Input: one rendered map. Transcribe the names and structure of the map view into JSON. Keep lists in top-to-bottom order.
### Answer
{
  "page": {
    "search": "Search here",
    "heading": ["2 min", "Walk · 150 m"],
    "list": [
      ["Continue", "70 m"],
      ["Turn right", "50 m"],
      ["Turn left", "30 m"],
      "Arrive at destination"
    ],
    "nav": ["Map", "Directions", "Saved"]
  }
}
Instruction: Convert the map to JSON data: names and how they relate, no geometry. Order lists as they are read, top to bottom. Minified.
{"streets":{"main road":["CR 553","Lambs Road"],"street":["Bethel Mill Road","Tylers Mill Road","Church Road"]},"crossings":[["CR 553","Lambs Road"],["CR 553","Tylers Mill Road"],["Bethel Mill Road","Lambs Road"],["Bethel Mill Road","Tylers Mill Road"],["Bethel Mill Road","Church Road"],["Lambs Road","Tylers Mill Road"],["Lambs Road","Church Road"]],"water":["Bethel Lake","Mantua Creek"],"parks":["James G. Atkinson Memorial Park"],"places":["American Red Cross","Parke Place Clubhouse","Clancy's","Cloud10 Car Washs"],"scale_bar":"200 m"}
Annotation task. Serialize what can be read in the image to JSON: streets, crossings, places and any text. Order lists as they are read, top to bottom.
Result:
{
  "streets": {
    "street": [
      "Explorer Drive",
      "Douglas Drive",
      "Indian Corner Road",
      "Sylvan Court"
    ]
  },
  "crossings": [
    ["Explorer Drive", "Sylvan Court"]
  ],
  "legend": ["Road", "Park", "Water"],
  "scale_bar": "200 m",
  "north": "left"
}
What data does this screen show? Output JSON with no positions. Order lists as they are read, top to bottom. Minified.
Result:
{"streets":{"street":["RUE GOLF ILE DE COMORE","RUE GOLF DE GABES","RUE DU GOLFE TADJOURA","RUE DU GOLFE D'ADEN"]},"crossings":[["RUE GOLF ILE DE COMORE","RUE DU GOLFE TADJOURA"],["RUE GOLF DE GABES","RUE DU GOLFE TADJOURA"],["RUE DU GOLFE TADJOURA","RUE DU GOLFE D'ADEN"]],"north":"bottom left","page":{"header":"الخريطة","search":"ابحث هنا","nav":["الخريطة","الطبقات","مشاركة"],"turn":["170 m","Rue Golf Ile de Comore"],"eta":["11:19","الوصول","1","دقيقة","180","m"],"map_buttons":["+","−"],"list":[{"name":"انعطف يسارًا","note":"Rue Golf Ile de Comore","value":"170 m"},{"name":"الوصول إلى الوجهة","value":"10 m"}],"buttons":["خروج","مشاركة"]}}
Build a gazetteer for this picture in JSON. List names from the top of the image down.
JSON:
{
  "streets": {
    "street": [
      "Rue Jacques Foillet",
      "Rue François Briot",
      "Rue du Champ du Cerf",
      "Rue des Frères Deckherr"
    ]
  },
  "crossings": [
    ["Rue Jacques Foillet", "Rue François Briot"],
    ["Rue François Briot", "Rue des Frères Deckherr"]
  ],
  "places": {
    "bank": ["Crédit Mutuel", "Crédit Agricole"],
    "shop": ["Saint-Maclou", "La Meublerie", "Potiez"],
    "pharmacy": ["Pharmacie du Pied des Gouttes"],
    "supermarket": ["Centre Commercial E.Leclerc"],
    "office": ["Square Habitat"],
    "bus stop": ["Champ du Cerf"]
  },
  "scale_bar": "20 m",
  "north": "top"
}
====
**REQUIRED WORK**
Preserving every character, copy the records above out again.

**OUTPUT**
Input: one rendered map. Transcribe the names and structure of the map view into JSON. Keep lists in top-to-bottom order.
### Answer
{
  "page": {
    "search": "Search here",
    "heading": ["2 min", "Walk · 150 m"],
    "list": [
      ["Continue", "70 m"],
      ["Turn right", "50 m"],
      ["Turn left", "30 m"],
      "Arrive at destination"
    ],
    "nav": ["Map", "Directions", "Saved"]
  }
}
Instruction: Convert the map to JSON data: names and how they relate, no geometry. Order lists as they are read, top to bottom. Minified.
{"streets":{"main road":["CR 553","Lambs Road"],"street":["Bethel Mill Road","Tylers Mill Road","Church Road"]},"crossings":[["CR 553","Lambs Road"],["CR 553","Tylers Mill Road"],["Bethel Mill Road","Lambs Road"],["Bethel Mill Road","Tylers Mill Road"],["Bethel Mill Road","Church Road"],["Lambs Road","Tylers Mill Road"],["Lambs Road","Church Road"]],"water":["Bethel Lake","Mantua Creek"],"parks":["James G. Atkinson Memorial Park"],"places":["American Red Cross","Parke Place Clubhouse","Clancy's","Cloud10 Car Washs"],"scale_bar":"200 m"}
Annotation task. Serialize what can be read in the image to JSON: streets, crossings, places and any text. Order lists as they are read, top to bottom.
Result:
{
  "streets": {
    "street": [
      "Explorer Drive",
      "Douglas Drive",
      "Indian Corner Road",
      "Sylvan Court"
    ]
  },
  "crossings": [
    ["Explorer Drive", "Sylvan Court"]
  ],
  "legend": ["Road", "Park", "Water"],
  "scale_bar": "200 m",
  "north": "left"
}
What data does this screen show? Output JSON with no positions. Order lists as they are read, top to bottom. Minified.
Result:
{"streets":{"street":["RUE GOLF ILE DE COMORE","RUE GOLF DE GABES","RUE DU GOLFE TADJOURA","RUE DU GOLFE D'ADEN"]},"crossings":[["RUE GOLF ILE DE COMORE","RUE DU GOLFE TADJOURA"],["RUE GOLF DE GABES","RUE DU GOLFE TADJOURA"],["RUE DU GOLFE TADJOURA","RUE DU GOLFE D'ADEN"]],"north":"bottom left","page":{"header":"الخريطة","search":"ابحث هنا","nav":["الخريطة","الطبقات","مشاركة"],"turn":["170 m","Rue Golf Ile de Comore"],"eta":["11:19","الوصول","1","دقيقة","180","m"],"map_buttons":["+","−"],"list":[{"name":"انعطف يسارًا","note":"Rue Golf Ile de Comore","value":"170 m"},{"name":"الوصول إلى الوجهة","value":"10 m"}],"buttons":["خروج","مشاركة"]}}
Build a gazetteer for this picture in JSON. List names from the top of the image down.
JSON:
{
  "streets": {
    "street": [
      "Rue Jacques Foillet",
      "Rue François Briot",
      "Rue du Champ du Cerf",
      "Rue des Frères Deckherr"
    ]
  },
  "crossings": [
    ["Rue Jacques Foillet", "Rue François Briot"],
    ["Rue François Briot", "Rue des Frères Deckherr"]
  ],
  "places": {
    "bank": ["Crédit Mutuel", "Crédit Agricole"],
    "shop": ["Saint-Maclou", "La Meublerie", "Potiez"],
    "pharmacy": ["Pharmacie du Pied des Gouttes"],
    "supermarket": ["Centre Commercial E.Leclerc"],
    "office": ["Square Habitat"],
    "bus stop": ["Champ du Cerf"]
  },
  "scale_bar": "20 m",
  "north": "top"
}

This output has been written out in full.